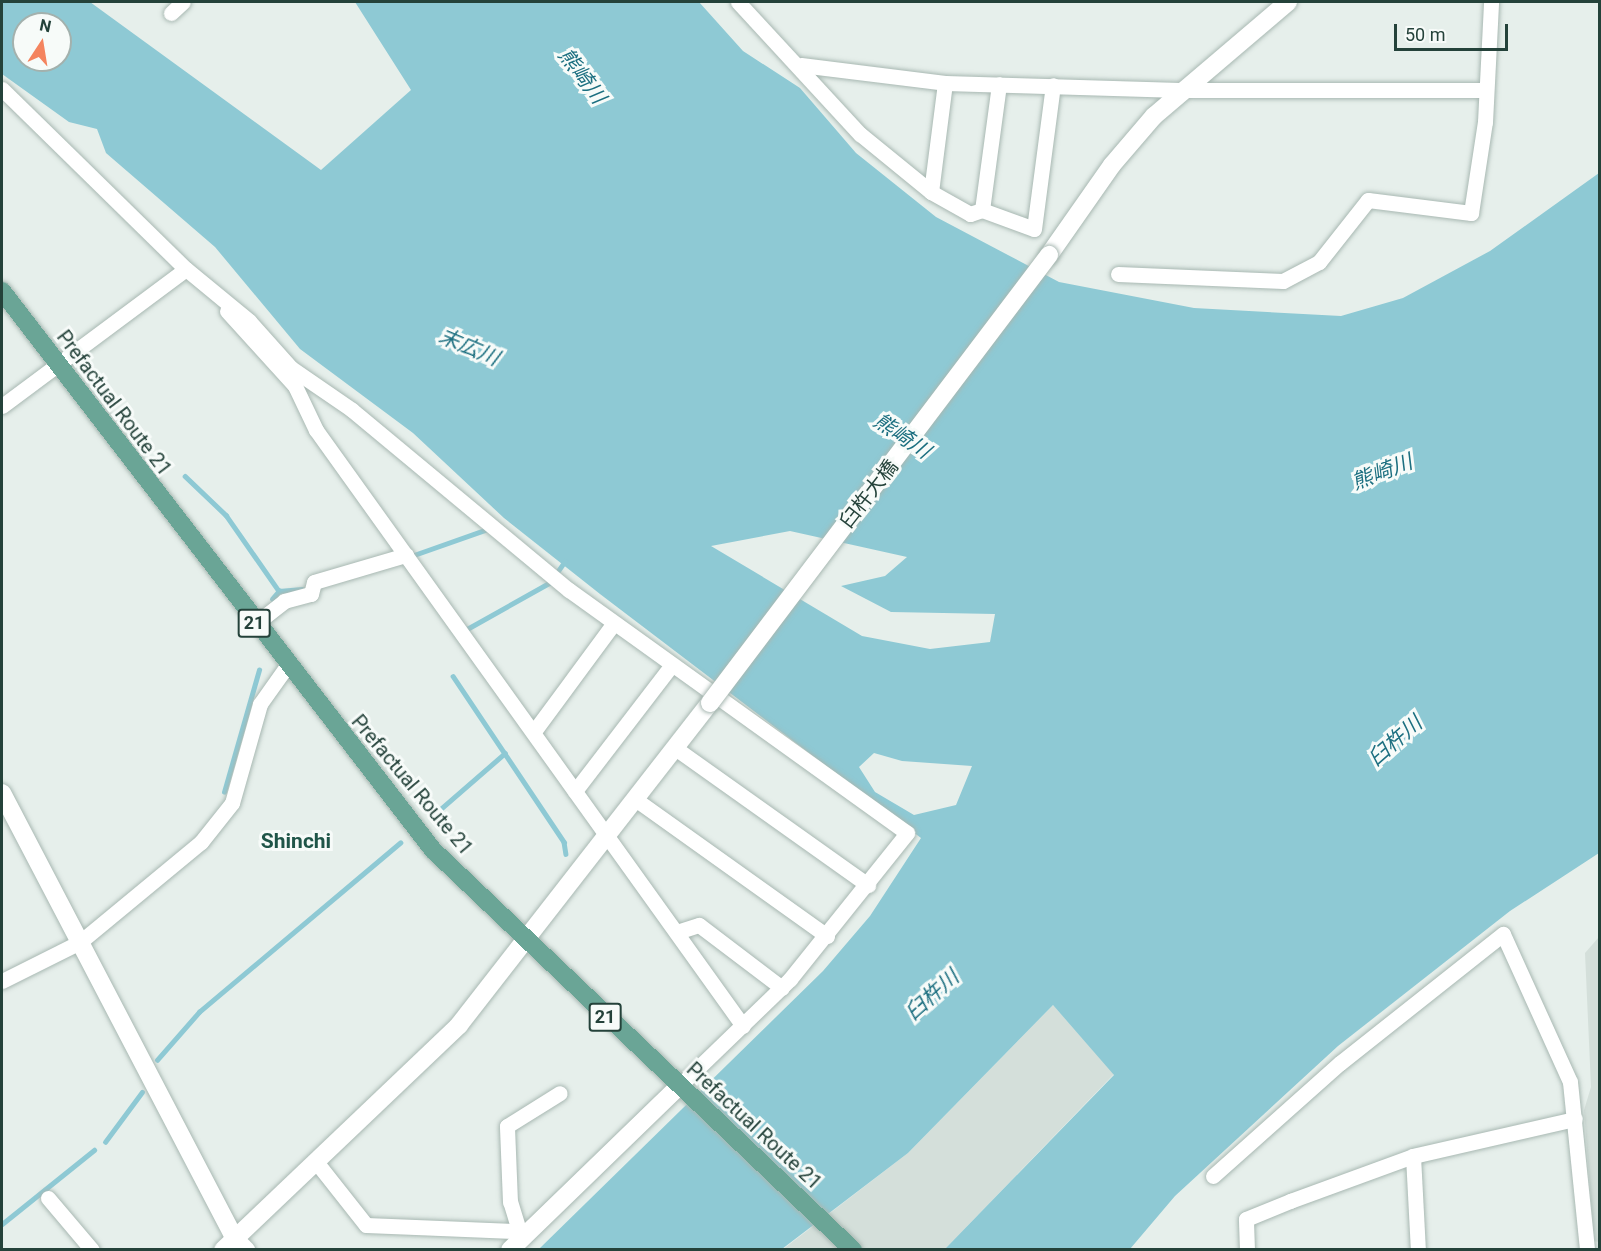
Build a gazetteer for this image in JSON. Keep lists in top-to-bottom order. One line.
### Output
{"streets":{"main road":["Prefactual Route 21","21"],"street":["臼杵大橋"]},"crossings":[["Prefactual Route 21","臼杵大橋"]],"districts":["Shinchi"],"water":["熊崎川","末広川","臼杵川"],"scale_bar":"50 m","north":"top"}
* * *
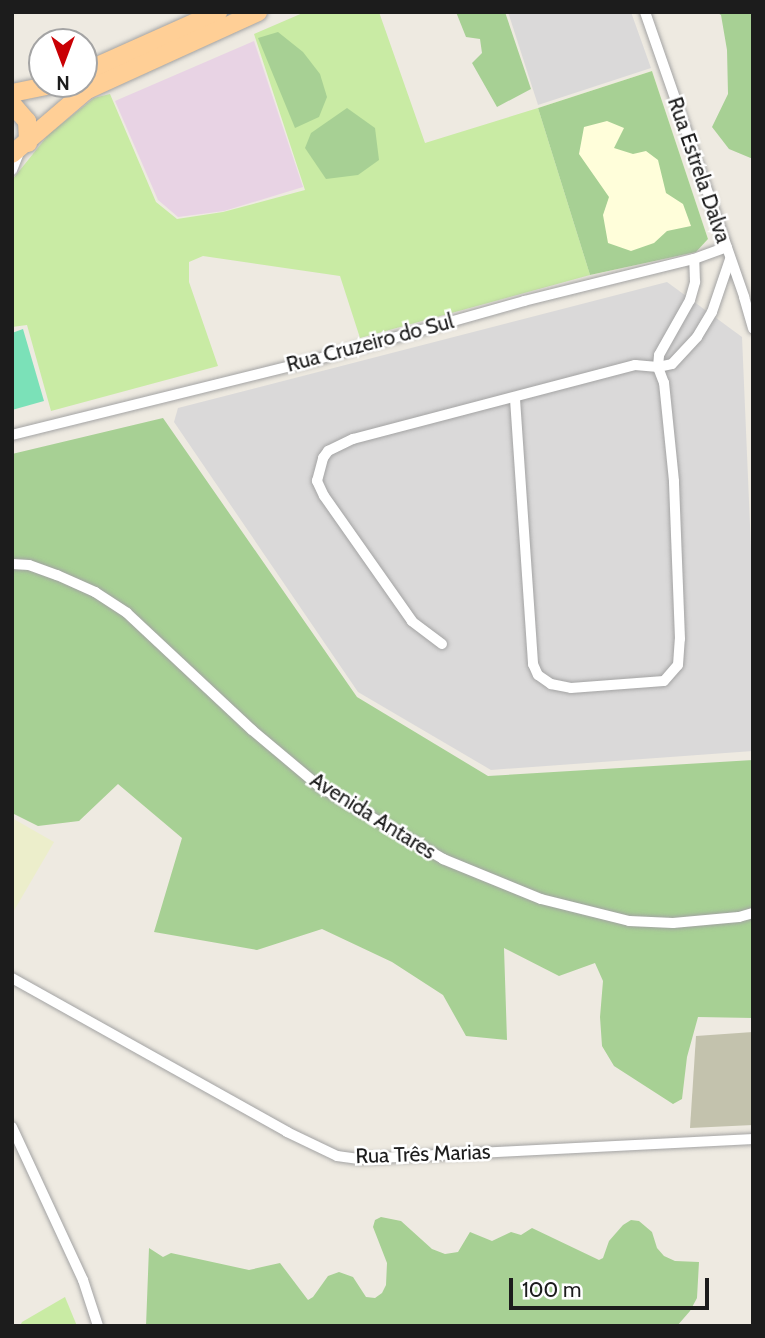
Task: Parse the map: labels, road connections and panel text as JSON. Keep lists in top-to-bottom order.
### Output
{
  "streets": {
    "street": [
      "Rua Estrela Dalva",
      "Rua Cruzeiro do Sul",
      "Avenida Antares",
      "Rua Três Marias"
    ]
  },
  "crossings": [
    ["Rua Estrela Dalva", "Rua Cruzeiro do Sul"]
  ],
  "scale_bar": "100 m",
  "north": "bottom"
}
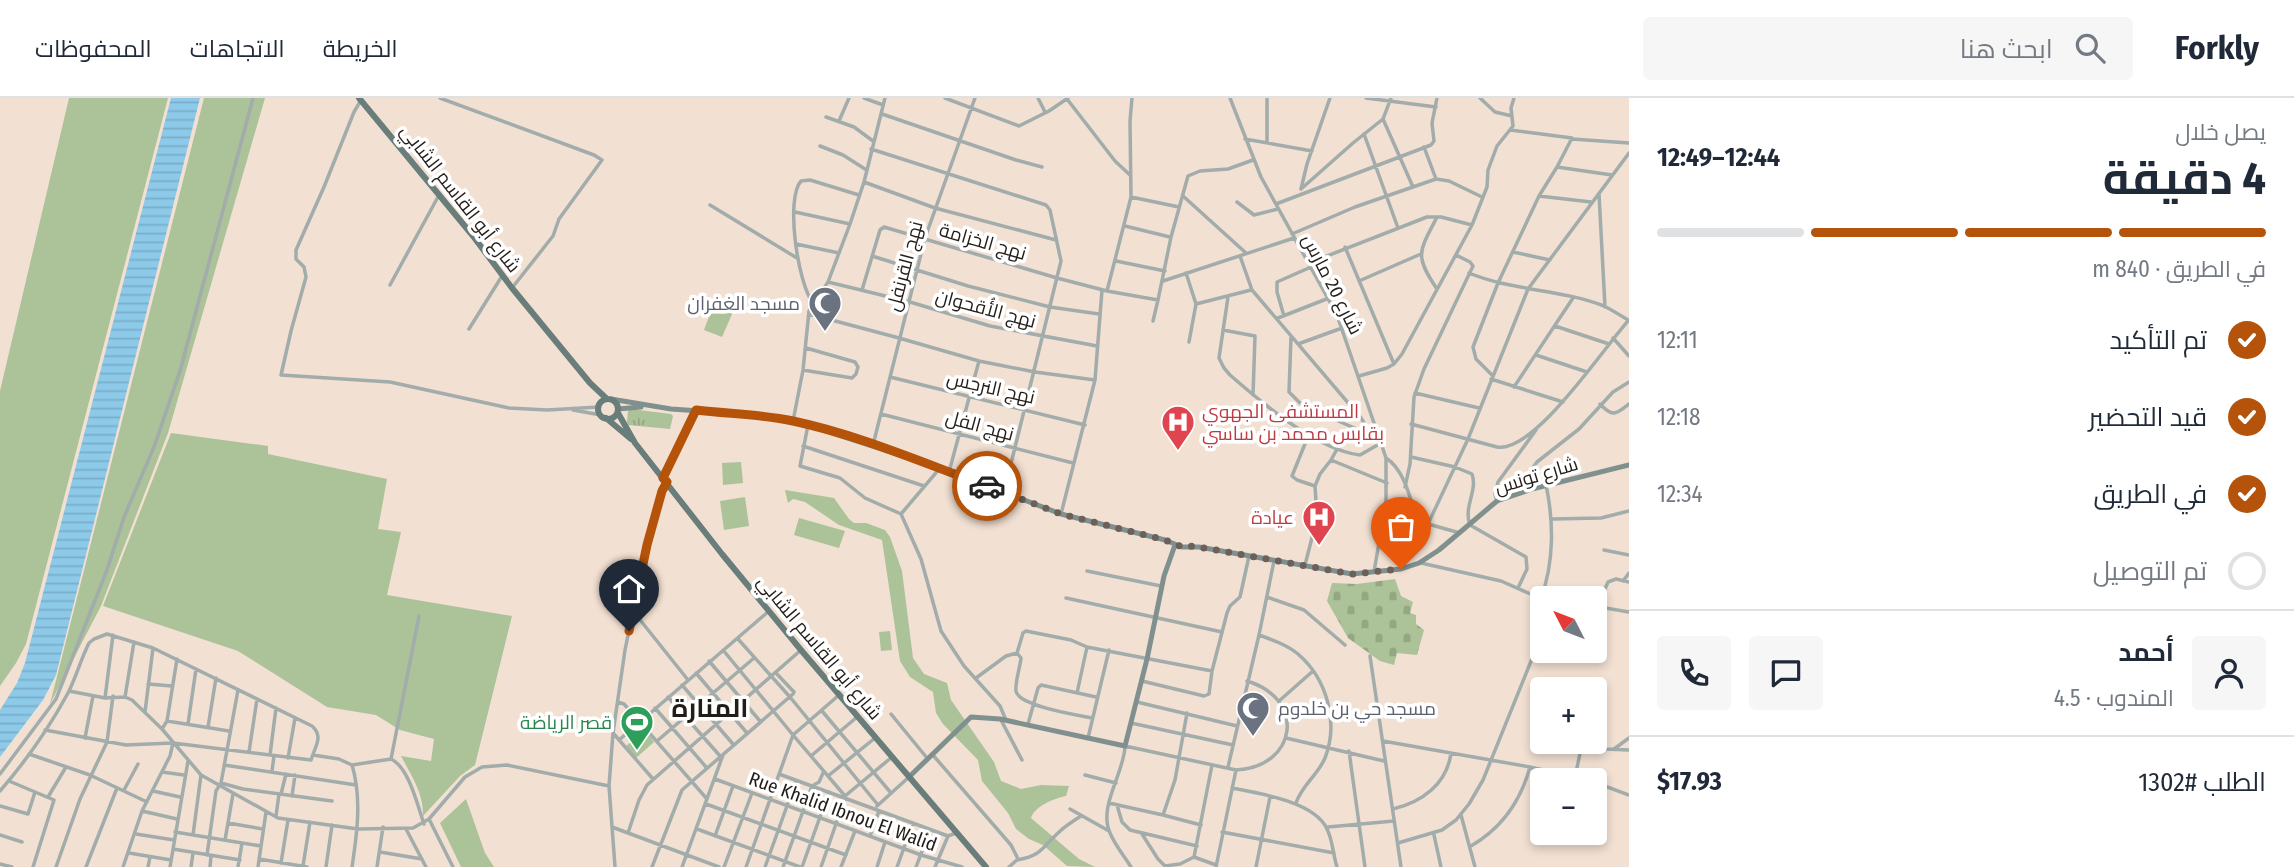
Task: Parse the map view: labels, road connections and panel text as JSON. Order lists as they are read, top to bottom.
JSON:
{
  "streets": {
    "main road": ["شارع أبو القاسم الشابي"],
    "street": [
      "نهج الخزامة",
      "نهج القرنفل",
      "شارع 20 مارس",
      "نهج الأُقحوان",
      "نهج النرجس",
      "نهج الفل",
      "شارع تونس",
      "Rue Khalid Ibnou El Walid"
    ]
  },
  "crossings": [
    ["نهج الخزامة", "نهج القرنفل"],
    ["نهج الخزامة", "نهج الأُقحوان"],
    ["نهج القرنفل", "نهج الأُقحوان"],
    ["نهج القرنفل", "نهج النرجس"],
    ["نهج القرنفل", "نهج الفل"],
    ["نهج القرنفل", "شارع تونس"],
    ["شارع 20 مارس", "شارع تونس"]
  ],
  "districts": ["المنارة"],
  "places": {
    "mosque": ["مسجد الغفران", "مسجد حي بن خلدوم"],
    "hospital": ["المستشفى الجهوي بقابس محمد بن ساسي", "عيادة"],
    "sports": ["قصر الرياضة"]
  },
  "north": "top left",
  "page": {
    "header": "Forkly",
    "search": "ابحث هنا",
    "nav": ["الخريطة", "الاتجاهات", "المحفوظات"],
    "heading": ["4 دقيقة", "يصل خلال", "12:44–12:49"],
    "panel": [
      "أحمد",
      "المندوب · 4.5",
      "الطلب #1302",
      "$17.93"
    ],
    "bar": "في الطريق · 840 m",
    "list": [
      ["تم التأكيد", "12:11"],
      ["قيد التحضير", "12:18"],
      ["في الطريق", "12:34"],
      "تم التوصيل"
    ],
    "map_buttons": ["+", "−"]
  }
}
* * *
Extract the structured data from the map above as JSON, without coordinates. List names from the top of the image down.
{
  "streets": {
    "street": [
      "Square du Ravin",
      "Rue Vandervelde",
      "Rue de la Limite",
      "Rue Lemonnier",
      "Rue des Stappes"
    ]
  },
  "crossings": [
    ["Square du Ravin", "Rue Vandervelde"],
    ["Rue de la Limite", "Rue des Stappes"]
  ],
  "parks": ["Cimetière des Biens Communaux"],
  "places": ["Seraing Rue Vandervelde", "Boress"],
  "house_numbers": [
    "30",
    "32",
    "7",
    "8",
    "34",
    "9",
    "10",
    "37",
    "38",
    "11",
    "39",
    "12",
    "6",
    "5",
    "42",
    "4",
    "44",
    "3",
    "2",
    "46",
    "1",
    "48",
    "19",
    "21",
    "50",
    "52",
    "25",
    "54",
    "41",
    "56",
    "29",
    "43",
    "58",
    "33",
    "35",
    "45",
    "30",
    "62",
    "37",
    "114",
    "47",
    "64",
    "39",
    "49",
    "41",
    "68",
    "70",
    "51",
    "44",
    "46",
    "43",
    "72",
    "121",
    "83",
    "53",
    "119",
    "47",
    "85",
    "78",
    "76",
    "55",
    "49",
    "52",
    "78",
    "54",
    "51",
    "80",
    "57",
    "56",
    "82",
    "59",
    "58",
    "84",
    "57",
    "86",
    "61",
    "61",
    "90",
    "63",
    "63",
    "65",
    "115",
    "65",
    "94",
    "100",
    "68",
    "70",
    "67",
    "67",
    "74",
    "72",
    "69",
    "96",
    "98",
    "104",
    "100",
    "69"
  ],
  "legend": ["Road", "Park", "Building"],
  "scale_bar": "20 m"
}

What you should do
Please work out how many lines in the records hold the string "connections", and give only the number.

Result of the task
2